Lot Essay
Rousseau was the leading painter of the Barbizon School, whose paintings breathed new life into French landscape painting. These artists were influenced not only by Camille Corot and his pioneering role in the emergence of a modern French school of landscape painting, but also by English painters such as John Constable and Dutch artists of the 17th century such as Salomon Ruysdael and Meindert Hobbema. As a leading exhibitor at the Salon from the 1830s onwards, Rousseau's influence on the visual arts was immense. He established an artist's colony at Barbizon in 1848, where he worked closely with his great friend Jean-François Millet. Whereas the latter focussed on man's struggle to draw a living from the rural environment, Rousseau espoused a more harmonious view of nature as a benevolent force, in which man played no greater or lesser role than the trees, rocks and water that fill his paintings.
Often seeking out the most distinctive and uniquely French landscapes of the country, from the heights of the Auvergne (as in the present lot) to the marshy expanses of the Landes, Rousseau learned to capture vast, wild spaces with sweeping rhythms of colour and to animate his broad compositions with carefully observed meteorological phenomena and a highly individualized painterly touch.

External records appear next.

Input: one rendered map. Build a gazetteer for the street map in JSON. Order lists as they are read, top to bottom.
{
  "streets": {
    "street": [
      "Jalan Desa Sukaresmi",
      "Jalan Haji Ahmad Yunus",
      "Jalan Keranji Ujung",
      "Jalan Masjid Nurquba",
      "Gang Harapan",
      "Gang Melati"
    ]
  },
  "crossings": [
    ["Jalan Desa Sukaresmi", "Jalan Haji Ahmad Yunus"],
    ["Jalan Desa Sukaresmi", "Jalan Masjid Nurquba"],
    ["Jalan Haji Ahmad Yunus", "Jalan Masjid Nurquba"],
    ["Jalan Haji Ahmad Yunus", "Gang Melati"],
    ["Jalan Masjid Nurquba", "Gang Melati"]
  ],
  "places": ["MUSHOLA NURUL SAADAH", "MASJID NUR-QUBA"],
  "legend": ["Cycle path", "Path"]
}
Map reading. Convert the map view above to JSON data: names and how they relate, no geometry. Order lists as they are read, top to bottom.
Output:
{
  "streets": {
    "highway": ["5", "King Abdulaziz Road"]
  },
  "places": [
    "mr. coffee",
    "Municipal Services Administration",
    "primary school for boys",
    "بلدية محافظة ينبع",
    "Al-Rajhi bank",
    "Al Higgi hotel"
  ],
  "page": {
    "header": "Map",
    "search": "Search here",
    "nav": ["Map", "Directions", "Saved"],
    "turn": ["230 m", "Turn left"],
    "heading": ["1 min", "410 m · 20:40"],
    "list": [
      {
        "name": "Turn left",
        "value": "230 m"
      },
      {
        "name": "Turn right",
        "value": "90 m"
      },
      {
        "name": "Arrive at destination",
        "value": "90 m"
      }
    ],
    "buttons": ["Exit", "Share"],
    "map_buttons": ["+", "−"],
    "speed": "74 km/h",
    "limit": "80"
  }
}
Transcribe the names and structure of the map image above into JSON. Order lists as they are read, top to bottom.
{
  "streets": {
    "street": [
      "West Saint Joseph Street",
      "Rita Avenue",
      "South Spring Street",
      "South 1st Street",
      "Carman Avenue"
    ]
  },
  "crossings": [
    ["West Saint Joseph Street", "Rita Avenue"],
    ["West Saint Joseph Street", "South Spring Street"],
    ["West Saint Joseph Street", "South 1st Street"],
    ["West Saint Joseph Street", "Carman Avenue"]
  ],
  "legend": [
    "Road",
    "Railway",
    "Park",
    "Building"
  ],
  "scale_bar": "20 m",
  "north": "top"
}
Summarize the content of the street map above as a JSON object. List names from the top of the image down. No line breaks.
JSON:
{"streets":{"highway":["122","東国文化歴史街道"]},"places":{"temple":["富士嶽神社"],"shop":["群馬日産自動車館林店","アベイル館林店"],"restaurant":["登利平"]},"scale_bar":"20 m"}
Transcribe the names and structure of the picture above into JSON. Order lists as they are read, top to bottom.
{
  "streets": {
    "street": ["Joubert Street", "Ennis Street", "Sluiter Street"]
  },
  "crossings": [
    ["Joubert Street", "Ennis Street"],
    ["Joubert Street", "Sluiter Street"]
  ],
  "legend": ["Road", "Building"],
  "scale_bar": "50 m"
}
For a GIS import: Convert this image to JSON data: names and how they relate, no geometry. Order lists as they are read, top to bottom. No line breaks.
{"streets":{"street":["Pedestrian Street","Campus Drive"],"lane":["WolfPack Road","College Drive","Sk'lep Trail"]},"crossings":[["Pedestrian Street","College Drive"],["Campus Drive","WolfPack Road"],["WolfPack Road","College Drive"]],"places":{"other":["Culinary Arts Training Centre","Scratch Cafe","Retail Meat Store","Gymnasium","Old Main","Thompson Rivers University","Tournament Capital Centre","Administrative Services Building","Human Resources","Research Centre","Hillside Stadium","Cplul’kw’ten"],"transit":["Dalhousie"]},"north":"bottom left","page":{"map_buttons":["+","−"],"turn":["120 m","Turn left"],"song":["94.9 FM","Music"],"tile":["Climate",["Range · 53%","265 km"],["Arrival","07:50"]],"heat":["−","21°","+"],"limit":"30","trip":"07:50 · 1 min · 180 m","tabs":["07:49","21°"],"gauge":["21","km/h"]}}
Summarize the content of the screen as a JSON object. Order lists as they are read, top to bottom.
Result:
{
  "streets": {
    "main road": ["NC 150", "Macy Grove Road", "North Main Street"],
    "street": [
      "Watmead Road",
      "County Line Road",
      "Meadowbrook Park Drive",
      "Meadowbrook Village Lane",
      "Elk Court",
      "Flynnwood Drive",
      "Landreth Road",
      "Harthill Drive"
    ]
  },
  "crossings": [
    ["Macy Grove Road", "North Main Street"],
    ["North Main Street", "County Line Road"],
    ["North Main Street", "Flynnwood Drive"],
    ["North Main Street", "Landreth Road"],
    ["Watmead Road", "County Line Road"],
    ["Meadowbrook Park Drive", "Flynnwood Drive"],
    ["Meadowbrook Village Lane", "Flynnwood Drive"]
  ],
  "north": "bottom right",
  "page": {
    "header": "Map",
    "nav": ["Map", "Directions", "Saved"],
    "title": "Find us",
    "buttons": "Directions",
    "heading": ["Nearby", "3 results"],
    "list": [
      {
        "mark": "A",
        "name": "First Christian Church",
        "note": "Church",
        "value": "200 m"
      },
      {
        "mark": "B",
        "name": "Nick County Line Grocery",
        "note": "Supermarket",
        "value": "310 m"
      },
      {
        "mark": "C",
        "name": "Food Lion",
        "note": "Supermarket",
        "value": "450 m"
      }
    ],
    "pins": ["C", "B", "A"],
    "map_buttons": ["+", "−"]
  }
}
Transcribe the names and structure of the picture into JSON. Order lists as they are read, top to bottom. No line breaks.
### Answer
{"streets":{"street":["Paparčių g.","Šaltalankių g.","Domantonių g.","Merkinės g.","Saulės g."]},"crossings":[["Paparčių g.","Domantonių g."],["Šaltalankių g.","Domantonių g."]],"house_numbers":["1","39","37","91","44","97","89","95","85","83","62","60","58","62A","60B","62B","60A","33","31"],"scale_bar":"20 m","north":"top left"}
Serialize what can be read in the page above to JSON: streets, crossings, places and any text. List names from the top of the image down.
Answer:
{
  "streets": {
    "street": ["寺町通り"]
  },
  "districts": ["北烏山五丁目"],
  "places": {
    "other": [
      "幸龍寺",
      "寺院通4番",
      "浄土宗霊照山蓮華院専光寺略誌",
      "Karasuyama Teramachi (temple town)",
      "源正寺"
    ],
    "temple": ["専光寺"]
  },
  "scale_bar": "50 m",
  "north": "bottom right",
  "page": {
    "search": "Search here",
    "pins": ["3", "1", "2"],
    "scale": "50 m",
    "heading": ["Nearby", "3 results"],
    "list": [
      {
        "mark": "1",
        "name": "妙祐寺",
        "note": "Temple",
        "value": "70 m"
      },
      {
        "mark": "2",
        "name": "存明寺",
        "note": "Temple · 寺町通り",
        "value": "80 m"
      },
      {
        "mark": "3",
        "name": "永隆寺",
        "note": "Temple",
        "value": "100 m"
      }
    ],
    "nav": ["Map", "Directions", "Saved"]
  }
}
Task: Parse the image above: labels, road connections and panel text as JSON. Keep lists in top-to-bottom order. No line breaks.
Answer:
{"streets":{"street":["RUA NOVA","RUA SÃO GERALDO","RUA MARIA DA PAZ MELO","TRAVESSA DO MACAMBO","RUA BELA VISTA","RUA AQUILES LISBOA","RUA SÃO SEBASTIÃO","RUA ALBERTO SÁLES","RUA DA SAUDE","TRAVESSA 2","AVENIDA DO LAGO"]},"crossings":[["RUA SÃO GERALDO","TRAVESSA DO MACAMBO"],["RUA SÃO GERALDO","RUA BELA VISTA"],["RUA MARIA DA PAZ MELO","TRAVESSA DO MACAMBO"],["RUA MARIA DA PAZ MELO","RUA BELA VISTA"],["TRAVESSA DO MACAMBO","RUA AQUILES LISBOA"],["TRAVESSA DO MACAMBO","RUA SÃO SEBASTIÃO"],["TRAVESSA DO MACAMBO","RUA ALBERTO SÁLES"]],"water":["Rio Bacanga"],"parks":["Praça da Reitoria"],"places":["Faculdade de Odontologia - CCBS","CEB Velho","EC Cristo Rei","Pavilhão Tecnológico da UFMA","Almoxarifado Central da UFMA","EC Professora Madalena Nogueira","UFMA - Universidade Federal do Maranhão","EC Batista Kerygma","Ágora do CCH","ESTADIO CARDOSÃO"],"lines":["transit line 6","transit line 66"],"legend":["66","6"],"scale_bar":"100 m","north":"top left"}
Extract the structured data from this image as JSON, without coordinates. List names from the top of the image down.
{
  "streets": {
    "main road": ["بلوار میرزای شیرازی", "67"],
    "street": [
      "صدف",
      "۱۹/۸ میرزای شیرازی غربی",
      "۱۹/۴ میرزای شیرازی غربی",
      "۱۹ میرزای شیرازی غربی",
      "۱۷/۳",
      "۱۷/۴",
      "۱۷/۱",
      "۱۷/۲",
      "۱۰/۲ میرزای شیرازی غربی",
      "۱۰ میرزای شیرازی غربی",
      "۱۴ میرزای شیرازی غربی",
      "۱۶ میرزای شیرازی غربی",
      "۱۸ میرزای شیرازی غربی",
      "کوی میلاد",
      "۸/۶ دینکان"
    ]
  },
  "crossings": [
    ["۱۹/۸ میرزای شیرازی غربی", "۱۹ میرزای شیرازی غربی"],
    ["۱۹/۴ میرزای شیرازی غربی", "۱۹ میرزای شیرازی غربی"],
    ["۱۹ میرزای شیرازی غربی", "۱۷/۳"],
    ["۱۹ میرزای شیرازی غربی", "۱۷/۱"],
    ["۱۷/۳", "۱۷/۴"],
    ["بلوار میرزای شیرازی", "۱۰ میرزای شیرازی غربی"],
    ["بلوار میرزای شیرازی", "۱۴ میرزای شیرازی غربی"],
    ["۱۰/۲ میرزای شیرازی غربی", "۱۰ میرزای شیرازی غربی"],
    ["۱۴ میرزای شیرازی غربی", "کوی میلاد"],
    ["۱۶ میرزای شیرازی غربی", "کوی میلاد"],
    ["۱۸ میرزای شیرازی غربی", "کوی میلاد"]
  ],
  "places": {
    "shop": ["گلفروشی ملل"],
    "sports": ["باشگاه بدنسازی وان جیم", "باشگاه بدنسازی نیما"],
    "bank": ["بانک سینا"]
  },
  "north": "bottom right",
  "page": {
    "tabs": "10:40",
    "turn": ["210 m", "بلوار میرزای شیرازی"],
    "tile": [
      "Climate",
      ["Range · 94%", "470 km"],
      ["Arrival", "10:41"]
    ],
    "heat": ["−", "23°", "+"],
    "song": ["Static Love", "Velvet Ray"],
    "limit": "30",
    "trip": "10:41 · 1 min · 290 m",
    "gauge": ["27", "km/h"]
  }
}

The great critic Jules Castagnary wrote of the artist: 'Théodore Rousseau is the master. He is the king of landscape. From the great heights of his great and easygoing talent he dominates that glorious galaxy of landscape artists... What characterises Rousseau's general manner is his penetrating poetry. He doesn't exhibit any violent bias; he never sacrifices one detail to another, but only to the whole; he doesn't summarize varying effects to impose instead a single impression. He strives rather to maintain the balance of things and their natural relationship to each other. He finds the unity of his painting not in the simplification of material means, but in a carefully controlled strength of feeling.'
We are grateful to Galerie Brame & Lorenceau for confirming the authenticity of this work. The work is included in their Théodore Rousseau archives.